José Marcio Camargo, economista-chefe da Genial Investimentos

Confirmando o cenário esperado, o Comitê antecipou que deve iniciar o processo de flexibilização da política monetária já na próxima reunião, em março. Esta foi a parte mais surpreendente do comunicado, superando a minha expectativa inicial de que o sinal para o início dos cortes não seria tão explícito.

Lucas Constantino, estrategista-chefe da GCB Investimentos

Apesar das mudanças no comunicado, o Copom preservou um tom cauteloso, reforçando que o ritmo e a magnitude dos ajustes dependerão da evolução dos dados e do grau de confiança no processo de convergência da inflação à meta, evitando sinalizações automáticas sobre os próximos passos.

Marco Antonio Caruso, economista do Santander

O texto retirou o trecho de “patamar significativamente contracionista por período bastante prolongado” como eixo e acrescentou a sinalização explícita de início de flexibilização em março, com ênfase em “serenidade” quanto ao ritmo e magnitude e manutenção de restrição adequada. A menção à “serenidade” indica um corte de 25 pontos-base a priori.

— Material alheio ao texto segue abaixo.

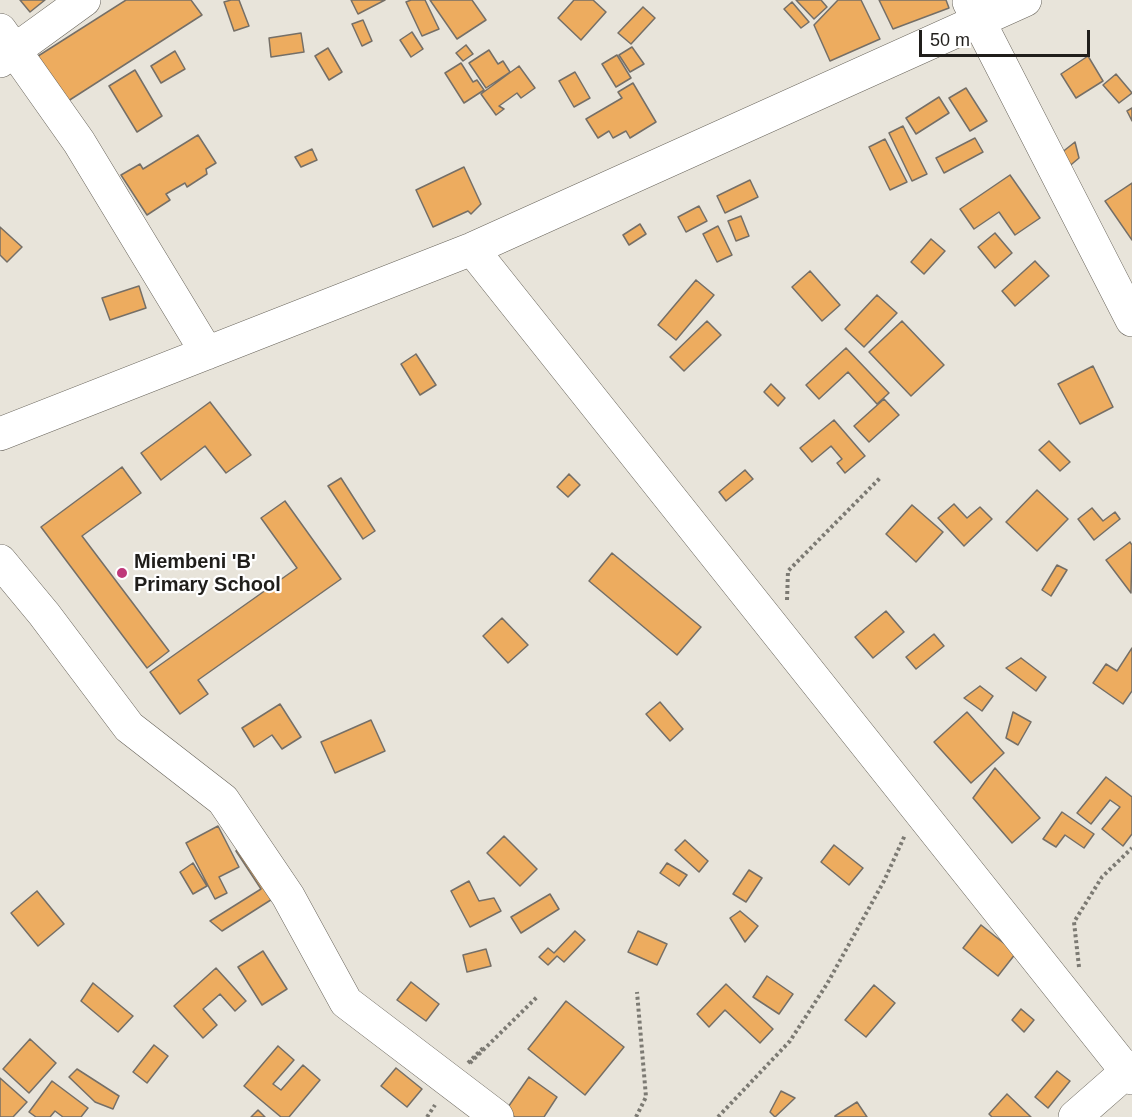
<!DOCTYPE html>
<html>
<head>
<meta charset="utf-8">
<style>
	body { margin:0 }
	#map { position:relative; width:1132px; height:1117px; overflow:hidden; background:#e8e4da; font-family:Helvetica,sans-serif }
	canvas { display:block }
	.scale { position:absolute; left:919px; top:30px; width:171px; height:27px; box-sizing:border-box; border:3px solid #201e1b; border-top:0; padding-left:8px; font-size:18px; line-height:21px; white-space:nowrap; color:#201e1b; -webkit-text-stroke:4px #fff; paint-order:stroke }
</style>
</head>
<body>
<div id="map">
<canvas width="1132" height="1117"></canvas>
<div class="scale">50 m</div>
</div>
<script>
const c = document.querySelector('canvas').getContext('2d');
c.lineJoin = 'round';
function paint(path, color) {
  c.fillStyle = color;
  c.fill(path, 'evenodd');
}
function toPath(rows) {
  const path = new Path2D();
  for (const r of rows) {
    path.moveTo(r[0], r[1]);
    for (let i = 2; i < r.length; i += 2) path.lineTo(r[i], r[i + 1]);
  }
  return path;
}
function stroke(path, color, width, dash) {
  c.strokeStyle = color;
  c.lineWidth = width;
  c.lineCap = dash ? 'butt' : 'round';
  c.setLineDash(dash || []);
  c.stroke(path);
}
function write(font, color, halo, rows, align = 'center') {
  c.font = font + ' Helvetica,sans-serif';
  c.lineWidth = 4.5;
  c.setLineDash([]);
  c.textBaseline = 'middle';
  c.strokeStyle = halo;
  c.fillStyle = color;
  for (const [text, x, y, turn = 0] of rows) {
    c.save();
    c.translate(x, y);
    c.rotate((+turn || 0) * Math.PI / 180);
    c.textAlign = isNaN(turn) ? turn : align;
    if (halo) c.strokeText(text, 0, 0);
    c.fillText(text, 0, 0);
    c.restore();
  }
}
const building = toPath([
	[20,0,45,0,30,12,20,0],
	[126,0,191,0,202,15,65,103,35,58,126,0],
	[231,0,239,0,249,26,234,31,224,2,231,0],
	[351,0,385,0,358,14,351,0],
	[411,0,425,0,439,29,422,36,406,2,411,0],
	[430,0,472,0,486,20,457,39,430,0],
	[574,0,593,0,606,12,581,40,558,18,574,0],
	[796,0,821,0,827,7,814,19,796,0],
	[838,0,861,0,880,39,830,61,814,25,838,0],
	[879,0,946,0,949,8,893,29,879,0],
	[792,2,809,22,801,28,784,9,792,2],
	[643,7,655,18,631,44,618,33,643,7],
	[363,20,372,41,362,46,352,24,363,20],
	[412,32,423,49,411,57,400,40,412,32],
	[301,33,304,52,271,57,269,38,301,33],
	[466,45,473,54,463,61,456,53,466,45],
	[632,47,644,64,630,72,619,55,632,47],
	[328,48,342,72,329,80,315,56,328,48],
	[489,50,498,64,503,61,510,72,486,88,469,63,489,50],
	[175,51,185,69,161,83,151,66,175,51],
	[617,55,631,78,616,87,602,64,617,55],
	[1088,56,1103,81,1076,98,1061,74,1088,56],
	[461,63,473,82,477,80,484,90,464,103,445,73,461,63],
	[519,66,535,88,521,98,517,93,499,106,504,109,496,115,481,94,519,66],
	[135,70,162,116,137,132,109,86,135,70],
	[575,72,590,98,574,107,559,81,575,72],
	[1116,74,1132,93,1119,103,1103,85,1116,74],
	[633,83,656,122,630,138,626,131,613,138,609,131,598,138,586,119,622,98,618,92,633,83],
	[966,88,987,121,970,131,949,98,966,88],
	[939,97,949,113,916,134,906,118,939,97],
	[1132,108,1132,121,1127,111,1132,108],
	[903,126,927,174,912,181,889,133,903,126],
	[198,135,216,163,206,169,207,174,187,187,185,183,166,194,170,200,147,215,121,175,140,164,143,169,198,135],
	[975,138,983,152,944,173,936,158,975,138],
	[885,139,907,182,890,190,869,147,885,139],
	[1075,142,1079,158,1066,169,1056,157,1075,142],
	[312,149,317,160,301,167,295,157,312,149],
	[464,167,481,204,471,214,468,211,433,227,416,190,464,167],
	[1010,175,1040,218,1015,235,999,212,974,229,960,209,1010,175],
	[750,180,758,197,725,213,717,196,750,180],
	[1132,183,1132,240,1105,201,1132,183],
	[699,206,707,221,686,232,678,217,699,206],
	[741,216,749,236,736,241,728,221,741,216],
	[640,224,646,234,629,245,623,235,640,224],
	[718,226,732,255,717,262,703,234,718,226],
	[0,227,22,247,7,262,0,255,0,227],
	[995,233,1012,253,995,268,978,247,995,233],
	[931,239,945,251,924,274,911,262,931,239],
	[1035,261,1049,276,1015,306,1002,291,1035,261],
	[810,271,840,305,822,321,792,287,810,271],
	[696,280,714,295,676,340,658,325,696,280],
	[139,286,146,308,110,320,102,298,139,286],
	[877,295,897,313,864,347,845,329,877,295],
	[707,321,721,335,684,371,670,357,707,321],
	[902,321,944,365,911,396,869,352,902,321],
	[846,348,889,393,877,404,848,372,819,399,806,385,846,348],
	[416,354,436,385,420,395,401,364,416,354],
	[1093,366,1113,407,1080,424,1058,384,1093,366],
	[771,384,785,398,778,406,764,392,771,384],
	[884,399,899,415,869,442,854,426,884,399],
	[210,402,251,455,226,473,205,446,161,480,141,453,210,402],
	[834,420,865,456,845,473,837,463,842,459,831,446,812,462,800,448,834,420],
	[1049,441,1070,462,1060,471,1039,450,1049,441],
	[122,467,141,493,82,536,169,651,147,668,41,527,122,467],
	[745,470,753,479,726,501,719,492,745,470],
	[569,474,580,485,568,497,557,487,569,474],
	[341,478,375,531,363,539,328,486,341,478],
	[1037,490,1068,519,1037,551,1006,522,1037,490],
	[285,501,341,579,198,680,208,694,180,714,150,672,297,568,261,518,285,501],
	[954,504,967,518,980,507,992,519,964,546,938,518,954,504],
	[912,505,943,532,916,562,886,534,912,505],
	[1092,508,1103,521,1115,512,1120,519,1094,540,1078,519,1092,508],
	[1130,542,1132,545,1131,593,1106,560,1130,542],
	[612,553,701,627,677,655,589,581,612,553],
	[1057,565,1067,570,1051,596,1042,590,1057,565],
	[886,611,904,632,873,658,855,637,886,611],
	[502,618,528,645,508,663,483,636,502,618],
	[934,634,944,646,916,669,906,657,934,634],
	[1132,648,1132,691,1123,704,1093,683,1106,664,1117,671,1132,648],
	[1021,658,1046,677,1036,691,1006,668,1021,658],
	[980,686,993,696,982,711,964,698,980,686],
	[660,702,683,729,670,741,646,714,660,702],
	[280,704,301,737,282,749,272,735,254,747,242,728,280,704],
	[967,712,1004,753,971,783,934,742,967,712],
	[1013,712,1031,722,1018,745,1006,738,1013,712],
	[371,720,385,751,335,773,321,742,371,720],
	[995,768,1040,818,1012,843,973,798,995,768],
	[1106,777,1132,797,1132,834,1123,846,1102,829,1120,807,1110,800,1091,824,1077,813,1106,777],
	[1062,812,1094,834,1084,848,1065,835,1056,847,1043,839,1062,812],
	[218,826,239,867,219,877,227,893,215,899,186,843,218,826],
	[504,836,537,869,520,886,487,853,504,836],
	[685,840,708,861,699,872,675,850,685,840],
	[834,845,863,868,849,885,821,862,834,845],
	[245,846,277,896,222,931,210,921,261,889,236,851,245,846],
	[193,863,207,886,193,894,180,872,193,863],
	[667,863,687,875,679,886,660,873,667,863],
	[749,870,762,878,746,902,733,894,749,870],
	[469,881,479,901,494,898,501,911,470,927,451,891,469,881],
	[37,891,64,924,38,946,11,913,37,891],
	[550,894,559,909,521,933,511,917,550,894],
	[740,911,758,926,745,942,730,918,740,911],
	[981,925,1016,953,998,976,963,948,981,925],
	[575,931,585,940,564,962,557,956,548,965,539,957,548,948,554,953,575,931],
	[638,931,667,944,657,965,628,952,638,931],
	[486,949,491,966,467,972,463,955,486,949],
	[263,951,287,989,262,1005,238,967,263,951],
	[216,968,246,1001,235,1011,220,994,203,1009,217,1025,203,1038,174,1006,216,968],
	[767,976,793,994,779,1014,753,997,767,976],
	[411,982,439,1004,426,1021,397,1000,411,982],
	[93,983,133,1016,118,1032,81,1001,93,983],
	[726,984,773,1029,760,1043,725,1010,709,1027,697,1014,726,984],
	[874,985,895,1003,866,1037,845,1020,874,985],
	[566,1001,624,1047,585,1095,528,1049,566,1001],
	[1021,1009,1034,1020,1024,1032,1012,1020,1021,1009],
	[30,1039,56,1063,29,1093,3,1069,30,1039],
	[154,1045,168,1056,147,1083,133,1072,154,1045],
	[278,1046,294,1060,273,1084,281,1090,303,1065,320,1080,289,1117,281,1117,244,1086,278,1046],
	[396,1068,422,1089,407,1107,381,1086,396,1068],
	[77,1069,119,1096,113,1109,95,1102,69,1077,77,1069],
	[1057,1071,1070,1081,1048,1108,1035,1097,1057,1071],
	[529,1077,557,1097,544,1117,515,1117,506,1110,529,1077],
	[0,1078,27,1102,13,1117,0,1117,0,1078],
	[52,1081,88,1108,81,1117,63,1117,55,1111,50,1117,36,1117,29,1112,52,1081],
	[781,1091,795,1098,775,1117,770,1112,781,1091],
	[1007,1094,1031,1117,992,1117,989,1114,1007,1094],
	[857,1102,867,1117,835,1117,835,1116,857,1102],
	[258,1110,265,1117,251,1117,258,1110]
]);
const path = toPath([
	[787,600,788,571,880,478],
	[1079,967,1074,922,1102,877,1132,848],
	[468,1063,483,1048],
	[470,1063,538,996],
	[427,1117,435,1105],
	[636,1117,646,1097,637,992],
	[718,1117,790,1041,827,984,884,881,905,835]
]);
const minor = toPath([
	[969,2,1132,320],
	[0,30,79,142,207,353],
	[0,61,84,0],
	[472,249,1132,1078],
	[0,434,472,249,1025,0],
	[0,561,44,614,129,727,223,800,288,896,346,1002,497,1117],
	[1075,1117,1132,1067]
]);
const markers = [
	[122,573,6,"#bf3879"]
];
const poiNames = [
	["Miembeni 'B'",134,562],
	["Primary School",134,585]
];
paint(building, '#edac5f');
stroke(building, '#756f67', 1.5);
stroke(minor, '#67635a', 34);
stroke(path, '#7c7a73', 4, [3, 3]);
stroke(minor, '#fff', 33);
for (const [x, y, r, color] of markers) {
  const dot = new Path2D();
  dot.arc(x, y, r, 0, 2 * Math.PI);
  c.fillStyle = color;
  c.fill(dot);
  stroke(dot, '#fff', 2);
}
write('bold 20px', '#201e1b', '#fff', poiNames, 'left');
</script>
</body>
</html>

Marcos Praça, diretor de análise da ZERO Markets Brasil

A expectativa agora é majoritária para uma primeira redução dos juros. Ainda assim, o Copom deixou claro que esse processo tende a ser moderado, conduzido “dados a dados”, sem indicar um ciclo agressivo de afrouxamento monetário. A principal incógnita segue sendo até onde esse movimento vai: qual será, de fato, a extensão e a intensidade do ciclo de cortes.

Marianna Costa, economista da corretora Mirae Asset

O cenário mais provável é que o ciclo de afrouxamento monetário tenha início na reunião de março, conforme já precificado na curva de juros. A discussão passa agora a se concentrar na extensão desse ciclo. A cautela do colegiado sugere que a taxa básica de juros ainda permaneça acima da taxa neutra por um tempo relevante. Em nossa avaliação, o Banco Central deve promover um ajuste total entre 250 e 300 pontos-base, com cortes de 50 pontos-base por reunião.

Natalie Victal, economista-chefe da SulAmérica Investimentos

O Comitê destacou a necessidade de “serenidade” quanto ao ritmo e à magnitude do ciclo de cortes, o que não deve provocar revisões relevantes para a taxa terminal.  A apreciação do real e a perspectiva de dados um pouco mais fracos referentes a dezembro tendem a fortalecer a hipótese de um corte de 50 pontos-base na próxima reunião, enquanto a possibilidade de 75 pontos-base também passa a ganhar alguma probabilidade.

Raphael Vieira, co-head de investimentos da Arton Advisors

O recado central é que o ciclo de queda, quando começar, tende a ser gradual, condicionado e altamente dependente dos dados, especialmente da dinâmica de serviços, expectativas e do comportamento fiscal. Não há espaço para cortes agressivos, tampouco para repetir ciclos de afrouxamento prematuros do passado.

Robson Pereira, economista-chefe da Brasilprev

Há uma sinalização clara de que o início do ciclo deve ocorrer de forma bastante cautelosa. Nesse contexto, acreditamos que hoje exista uma probabilidade maior de o Banco Central iniciar o ciclo de cortes da Selic em março com um corte de 25 pontos-base, e não de 50, como previa nosso cenário-base. Ainda assim, a possibilidade de um corte de 50 pontos-base não está descartada.